En un suspiro
Hemos perdido la cabeza, eso es sabido, sin embargo una vez más vuelvo a plasmarlo en el papel que me dirige en un camino de líneas prolijamente delgadas y apaisadas, como enseñándome que hay un final que hallar y miles de alternativas que podrían presentarse a lo largo. Como en cualquier obra de arte, algo invisible guía al artista, sea ya sobre un lienzo claro, o en aquel viejo escenario donde la magia se desprende de esas oscuras maderas, y el fin es determinado por el creador. ¿Pero, hay fin en los ojos del observador?, supongo que es algo personal, la sensación sigue creciendo dentro de uno, el recuerdo vive silencioso y agazapado. Desde mi punto claustrofóbico y sincero, entre los estrictos modos del diseño, y la tenacidad libre del arte, imagino algo en el medio, algo así como un eslabón perdido, quizá pueda empujar hasta allí a la fotografía, aunque eso sería demasiado cómodo de mi parte. Pobres impresionistas, oh Monet, si pudieses ver que ahora cualquiera es un experto con una digital. Mis manos como fuente fértil de creación de cualquier índole, desde el sonido seco y hueco de un flash, hasta el chasquido sinfónico de mi mouse bajo ese dedo esclavo a parpadear infinitamente, y cuando observo la obra, sigo pensando que soy mejor escribiendo, pero me falta lectura.
Increíblemente muchas veces no nos cansamos de observar una imagen, en mi caso particular me sucede una copia que tengo colgada en mi escritorio sobre mi Olivetti sin caries, Campbell's Soup, de Andy Warhol, creo que aquí tenemos un ejemplo más de reproducción en masa, no solo en cuanto a la lámina, sino dentro de esta, como pliegos sin barroco, lejos de las cantidades excesivas de ornamentos, siempre es cuestión de buscar y saber ver. Ahora se viene a mi mente como una bala de multifacéticos tonos, la imagen de aquel bello horizonte, que no es el mismo que el de Van Gohg, porque de tanta copia que le han hecho me lo han desfigurado, los colores quizá no pertenezcan a la obra, es como el espectro del original, pero igualmente aunque el aura este hospitalizado y en coma, por lo menos puedo saber lo que él vio en ese espacio, ¿se comprende?, quizá si Marx no nos hubiese enseñado “su mundo capitalista”, su perfecta visión para los seres humanos menos complejos, jamás lo habría podido contemplar, ni siquiera su sombra, y así miles de hombres que no pueden estar en el allí y ahora, aquellos que por no tener la oportunidad de pisotear un museo, o de comprar un original, tienen la dicha en poder disfrutar de aquellas locuaces obras al entrar a un almacén, o sobre la tele en el living de sus casas, encontrar en la réplica un pedazo de eco del corazón de la autentica.
En el diseño gráfico es improbable no omitir copiar y pegar, y luego enviar a imprimir tantas copias como queramos, hasta dejar con la lengua afuera a la impresora. Es la tecnología en cuanto a todo, cuando esta se interpone es difícil no aceptar lo fácil. Recrearse la vista con una obra teatral tiene un encanto sinuoso y adrenalítico, allí el arte está vivo, corazones que laten y muchas veces se despojan del disfraz, buscando al personaje en la persona.

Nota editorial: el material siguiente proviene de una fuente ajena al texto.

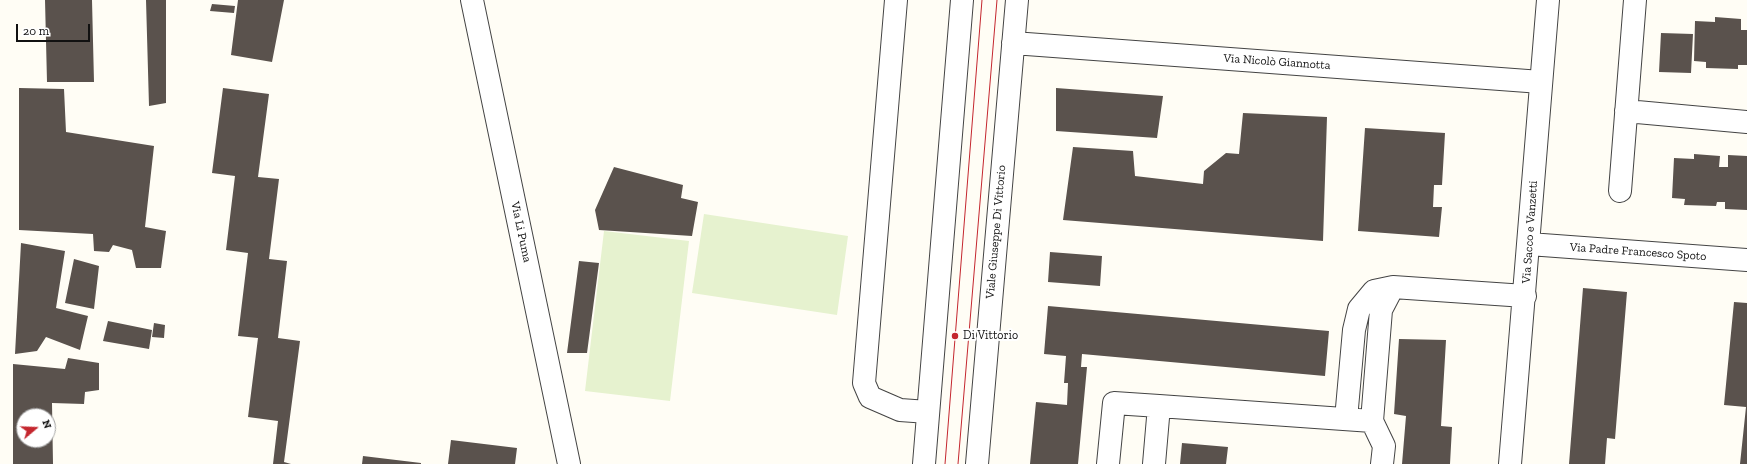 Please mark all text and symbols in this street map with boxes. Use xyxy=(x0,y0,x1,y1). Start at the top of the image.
scale bar xyxy=(18,16,92,42)
text: 20 m xyxy=(23,24,49,38)
street label: Via Nicolò Giannotta xyxy=(1223,51,1331,73)
street label: Viale Giuseppe Di Vittorio xyxy=(983,165,1009,299)
street label: Via Sacco e Vanzetti xyxy=(1519,180,1541,284)
street label: Via Li Puma xyxy=(508,200,534,264)
street label: Via Padre Francesco Spoto xyxy=(1569,240,1707,264)
place label: Di Vittorio xyxy=(963,329,1018,343)
marker: Di Vittorio xyxy=(950,331,960,341)
north arrow xyxy=(16,408,56,448)
text: N xyxy=(39,418,54,430)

En relación a la literatura, a quien escribe y quien es el lector, no me sostengo de las teorías, solo intento encontrar las mías, cuando leo, lo único que leo es poesía, documentos sobre Egipto o entrevistas a Sabina, y en verdad siento que quien escribió esas palabras me dejó su universo, su alma, allí percibo que el aura sigue intacto, puedo volar y despojarme de las valijas que acarreo desde pequeña, tengo las llaves en mis ojos verdes y no dudo en abrir puertas. El autor desaparece en el consciente, pero en el inconsciente agradezco eternamente a esas semillas de tinta que con el tiempo se volvieron bellos robles, a veces encuentro hojas caídas cuando sacudo mis libros, el arte trae arte, trae sensaciones, y lo más importante nos deja llenos, nos hace sentir cultos y nos atrapa, como el amor, es una explosión de expresiones que el alma necesita verter en donde sea y de miles de formas distintas.